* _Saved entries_

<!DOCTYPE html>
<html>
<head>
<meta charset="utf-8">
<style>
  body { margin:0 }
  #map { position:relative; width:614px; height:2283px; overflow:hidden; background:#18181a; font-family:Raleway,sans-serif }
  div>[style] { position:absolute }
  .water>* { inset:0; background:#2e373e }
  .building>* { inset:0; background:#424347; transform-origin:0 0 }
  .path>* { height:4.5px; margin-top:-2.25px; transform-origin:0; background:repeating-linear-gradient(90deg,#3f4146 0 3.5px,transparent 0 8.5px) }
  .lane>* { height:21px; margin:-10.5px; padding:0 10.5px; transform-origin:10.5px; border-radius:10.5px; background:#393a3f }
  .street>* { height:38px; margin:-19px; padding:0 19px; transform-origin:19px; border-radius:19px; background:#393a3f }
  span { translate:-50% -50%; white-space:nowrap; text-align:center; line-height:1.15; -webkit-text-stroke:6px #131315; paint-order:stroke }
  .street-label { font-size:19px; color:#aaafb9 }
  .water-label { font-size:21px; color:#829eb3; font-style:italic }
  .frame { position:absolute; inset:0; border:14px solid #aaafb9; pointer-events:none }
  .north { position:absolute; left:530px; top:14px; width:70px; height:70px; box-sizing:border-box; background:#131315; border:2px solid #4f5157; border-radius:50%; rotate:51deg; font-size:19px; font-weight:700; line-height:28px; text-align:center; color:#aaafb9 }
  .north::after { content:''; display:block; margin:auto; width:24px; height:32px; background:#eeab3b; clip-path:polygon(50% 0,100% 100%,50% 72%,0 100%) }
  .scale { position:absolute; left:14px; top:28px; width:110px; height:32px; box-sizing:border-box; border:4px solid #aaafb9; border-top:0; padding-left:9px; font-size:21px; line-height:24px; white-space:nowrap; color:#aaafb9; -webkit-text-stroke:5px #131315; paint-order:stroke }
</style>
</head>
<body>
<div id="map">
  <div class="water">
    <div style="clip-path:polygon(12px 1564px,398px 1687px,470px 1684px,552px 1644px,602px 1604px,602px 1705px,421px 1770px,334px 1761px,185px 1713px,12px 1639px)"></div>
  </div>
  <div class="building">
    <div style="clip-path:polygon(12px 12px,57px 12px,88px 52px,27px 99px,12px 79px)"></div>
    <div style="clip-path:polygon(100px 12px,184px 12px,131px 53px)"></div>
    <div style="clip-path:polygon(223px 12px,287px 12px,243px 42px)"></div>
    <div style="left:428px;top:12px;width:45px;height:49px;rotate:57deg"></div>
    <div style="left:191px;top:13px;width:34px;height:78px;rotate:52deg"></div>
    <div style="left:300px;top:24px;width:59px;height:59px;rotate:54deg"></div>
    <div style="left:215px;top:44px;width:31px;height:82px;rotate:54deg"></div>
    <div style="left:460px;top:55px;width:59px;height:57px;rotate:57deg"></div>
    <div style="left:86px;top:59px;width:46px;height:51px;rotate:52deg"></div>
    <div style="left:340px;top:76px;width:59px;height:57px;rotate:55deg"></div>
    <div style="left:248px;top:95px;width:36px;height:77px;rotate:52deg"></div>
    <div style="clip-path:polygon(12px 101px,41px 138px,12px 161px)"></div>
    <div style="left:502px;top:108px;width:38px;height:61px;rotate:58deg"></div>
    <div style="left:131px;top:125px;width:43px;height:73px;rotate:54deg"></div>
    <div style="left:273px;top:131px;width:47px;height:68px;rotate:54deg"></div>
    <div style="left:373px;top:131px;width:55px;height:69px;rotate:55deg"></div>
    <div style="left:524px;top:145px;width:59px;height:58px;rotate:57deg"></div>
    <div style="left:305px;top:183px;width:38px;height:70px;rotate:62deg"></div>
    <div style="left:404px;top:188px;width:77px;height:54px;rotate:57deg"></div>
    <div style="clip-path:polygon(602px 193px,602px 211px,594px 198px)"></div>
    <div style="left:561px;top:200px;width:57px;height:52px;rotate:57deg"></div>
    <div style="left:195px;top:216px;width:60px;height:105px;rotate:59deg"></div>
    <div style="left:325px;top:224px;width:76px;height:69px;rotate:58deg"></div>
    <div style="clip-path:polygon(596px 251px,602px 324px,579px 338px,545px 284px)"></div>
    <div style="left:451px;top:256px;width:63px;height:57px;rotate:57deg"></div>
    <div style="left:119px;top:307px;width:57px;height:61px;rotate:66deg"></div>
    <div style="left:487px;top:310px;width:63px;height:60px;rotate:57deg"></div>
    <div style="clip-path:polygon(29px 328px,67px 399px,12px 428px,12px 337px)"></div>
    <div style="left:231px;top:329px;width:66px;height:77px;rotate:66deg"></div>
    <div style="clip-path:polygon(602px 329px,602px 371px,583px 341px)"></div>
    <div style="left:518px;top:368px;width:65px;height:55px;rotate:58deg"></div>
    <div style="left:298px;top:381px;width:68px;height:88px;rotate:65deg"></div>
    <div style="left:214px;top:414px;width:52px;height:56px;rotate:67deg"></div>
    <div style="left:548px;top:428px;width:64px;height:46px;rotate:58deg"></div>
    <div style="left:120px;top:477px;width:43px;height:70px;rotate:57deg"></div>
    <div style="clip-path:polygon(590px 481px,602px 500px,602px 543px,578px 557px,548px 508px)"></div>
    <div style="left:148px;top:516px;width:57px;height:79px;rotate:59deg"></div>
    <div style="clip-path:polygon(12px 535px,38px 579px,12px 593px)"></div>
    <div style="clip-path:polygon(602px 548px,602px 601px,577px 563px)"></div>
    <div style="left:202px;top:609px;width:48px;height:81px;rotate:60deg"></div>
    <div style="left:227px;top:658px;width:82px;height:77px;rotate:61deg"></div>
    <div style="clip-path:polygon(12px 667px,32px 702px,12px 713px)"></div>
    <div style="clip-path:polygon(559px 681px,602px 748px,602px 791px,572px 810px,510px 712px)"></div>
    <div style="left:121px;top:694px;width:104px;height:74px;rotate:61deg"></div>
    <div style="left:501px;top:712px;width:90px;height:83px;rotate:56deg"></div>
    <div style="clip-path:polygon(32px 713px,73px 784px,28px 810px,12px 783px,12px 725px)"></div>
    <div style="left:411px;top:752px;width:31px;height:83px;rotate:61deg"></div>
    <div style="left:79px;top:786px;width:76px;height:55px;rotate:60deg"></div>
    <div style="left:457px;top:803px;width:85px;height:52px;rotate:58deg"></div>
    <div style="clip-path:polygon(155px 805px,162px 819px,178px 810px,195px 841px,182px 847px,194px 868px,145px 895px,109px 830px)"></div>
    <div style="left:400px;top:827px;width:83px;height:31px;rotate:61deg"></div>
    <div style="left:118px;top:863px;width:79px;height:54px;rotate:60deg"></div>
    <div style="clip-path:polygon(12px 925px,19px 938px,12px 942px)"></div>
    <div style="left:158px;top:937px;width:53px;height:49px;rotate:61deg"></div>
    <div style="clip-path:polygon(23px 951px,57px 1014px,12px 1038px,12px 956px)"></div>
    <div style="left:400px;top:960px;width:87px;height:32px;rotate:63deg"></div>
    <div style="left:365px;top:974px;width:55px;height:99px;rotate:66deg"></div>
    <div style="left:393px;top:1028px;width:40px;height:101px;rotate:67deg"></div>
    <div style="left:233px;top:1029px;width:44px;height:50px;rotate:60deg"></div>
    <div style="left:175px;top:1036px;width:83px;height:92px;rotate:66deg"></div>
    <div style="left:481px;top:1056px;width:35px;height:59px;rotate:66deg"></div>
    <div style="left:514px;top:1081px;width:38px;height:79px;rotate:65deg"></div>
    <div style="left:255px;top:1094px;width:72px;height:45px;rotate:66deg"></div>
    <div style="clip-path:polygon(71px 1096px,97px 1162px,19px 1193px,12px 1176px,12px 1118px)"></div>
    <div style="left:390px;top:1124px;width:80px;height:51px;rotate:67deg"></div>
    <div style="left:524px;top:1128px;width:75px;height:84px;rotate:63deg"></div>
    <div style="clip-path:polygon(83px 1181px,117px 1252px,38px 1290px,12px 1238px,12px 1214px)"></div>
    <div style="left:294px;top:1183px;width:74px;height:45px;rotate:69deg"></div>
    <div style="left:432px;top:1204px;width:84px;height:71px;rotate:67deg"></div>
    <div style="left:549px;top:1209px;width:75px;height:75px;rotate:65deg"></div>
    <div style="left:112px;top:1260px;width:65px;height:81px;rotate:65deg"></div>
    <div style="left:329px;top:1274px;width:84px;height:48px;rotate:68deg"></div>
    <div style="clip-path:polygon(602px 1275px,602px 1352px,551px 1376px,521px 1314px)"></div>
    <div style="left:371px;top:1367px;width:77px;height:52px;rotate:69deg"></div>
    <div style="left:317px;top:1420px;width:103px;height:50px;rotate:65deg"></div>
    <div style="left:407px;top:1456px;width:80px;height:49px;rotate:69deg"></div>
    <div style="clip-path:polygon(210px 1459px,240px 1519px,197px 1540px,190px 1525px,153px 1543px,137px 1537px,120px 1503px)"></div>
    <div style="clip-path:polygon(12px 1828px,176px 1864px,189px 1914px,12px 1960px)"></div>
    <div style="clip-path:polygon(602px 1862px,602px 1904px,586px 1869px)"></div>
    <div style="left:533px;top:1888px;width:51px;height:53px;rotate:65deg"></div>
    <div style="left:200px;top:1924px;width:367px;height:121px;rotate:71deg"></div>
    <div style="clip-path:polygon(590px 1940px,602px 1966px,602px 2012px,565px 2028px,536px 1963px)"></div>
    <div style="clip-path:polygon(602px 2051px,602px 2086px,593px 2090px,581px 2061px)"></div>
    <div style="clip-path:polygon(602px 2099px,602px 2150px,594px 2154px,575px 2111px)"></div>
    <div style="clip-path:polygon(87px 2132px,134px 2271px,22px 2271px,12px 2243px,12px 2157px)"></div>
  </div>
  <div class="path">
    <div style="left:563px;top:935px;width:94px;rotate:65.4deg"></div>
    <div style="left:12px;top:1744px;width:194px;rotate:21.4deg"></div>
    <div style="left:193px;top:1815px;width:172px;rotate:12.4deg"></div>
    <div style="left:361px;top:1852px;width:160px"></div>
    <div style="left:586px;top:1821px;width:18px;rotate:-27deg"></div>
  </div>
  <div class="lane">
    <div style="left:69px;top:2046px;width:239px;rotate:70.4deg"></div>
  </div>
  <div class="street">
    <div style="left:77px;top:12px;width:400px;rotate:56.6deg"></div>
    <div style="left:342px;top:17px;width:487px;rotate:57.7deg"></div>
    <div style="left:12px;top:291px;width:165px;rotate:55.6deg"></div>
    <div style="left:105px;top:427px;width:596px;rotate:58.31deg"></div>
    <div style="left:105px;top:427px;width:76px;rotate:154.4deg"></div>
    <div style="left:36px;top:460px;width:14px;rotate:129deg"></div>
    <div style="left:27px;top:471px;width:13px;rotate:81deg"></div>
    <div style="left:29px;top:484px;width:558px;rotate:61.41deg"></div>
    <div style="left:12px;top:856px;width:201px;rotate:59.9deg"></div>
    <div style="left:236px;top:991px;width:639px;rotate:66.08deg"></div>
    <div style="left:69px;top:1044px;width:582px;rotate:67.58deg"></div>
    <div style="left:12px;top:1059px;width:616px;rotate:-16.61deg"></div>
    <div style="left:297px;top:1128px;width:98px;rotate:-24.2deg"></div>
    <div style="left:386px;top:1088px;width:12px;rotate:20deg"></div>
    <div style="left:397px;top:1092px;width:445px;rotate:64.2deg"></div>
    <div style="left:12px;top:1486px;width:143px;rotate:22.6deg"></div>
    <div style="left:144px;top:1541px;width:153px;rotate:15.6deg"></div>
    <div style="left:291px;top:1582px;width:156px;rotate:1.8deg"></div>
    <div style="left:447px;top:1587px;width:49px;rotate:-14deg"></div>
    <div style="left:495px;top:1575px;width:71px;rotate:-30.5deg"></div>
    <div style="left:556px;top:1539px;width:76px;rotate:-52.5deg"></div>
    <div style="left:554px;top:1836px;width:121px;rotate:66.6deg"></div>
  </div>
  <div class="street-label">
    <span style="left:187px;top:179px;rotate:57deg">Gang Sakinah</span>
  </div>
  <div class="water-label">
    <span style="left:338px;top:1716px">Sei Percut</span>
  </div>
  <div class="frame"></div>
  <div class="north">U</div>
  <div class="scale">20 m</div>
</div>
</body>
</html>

* _Instructions to follow_
Lines from the start of the records through the one containing "height:4.5px; margin-top:-2.25px; transform-origin:0;" are what should be retyped, exactly and in full, both ends included.

* _Solution for this task_
<!DOCTYPE html>
<html>
<head>
<meta charset="utf-8">
<style>
  body { margin:0 }
  #map { position:relative; width:614px; height:2283px; overflow:hidden; background:#18181a; font-family:Raleway,sans-serif }
  div>[style] { position:absolute }
  .water>* { inset:0; background:#2e373e }
  .building>* { inset:0; background:#424347; transform-origin:0 0 }
  .path>* { height:4.5px; margin-top:-2.25px; transform-origin:0; background:repeating-linear-gradient(90deg,#3f4146 0 3.5px,transparent 0 8.5px) }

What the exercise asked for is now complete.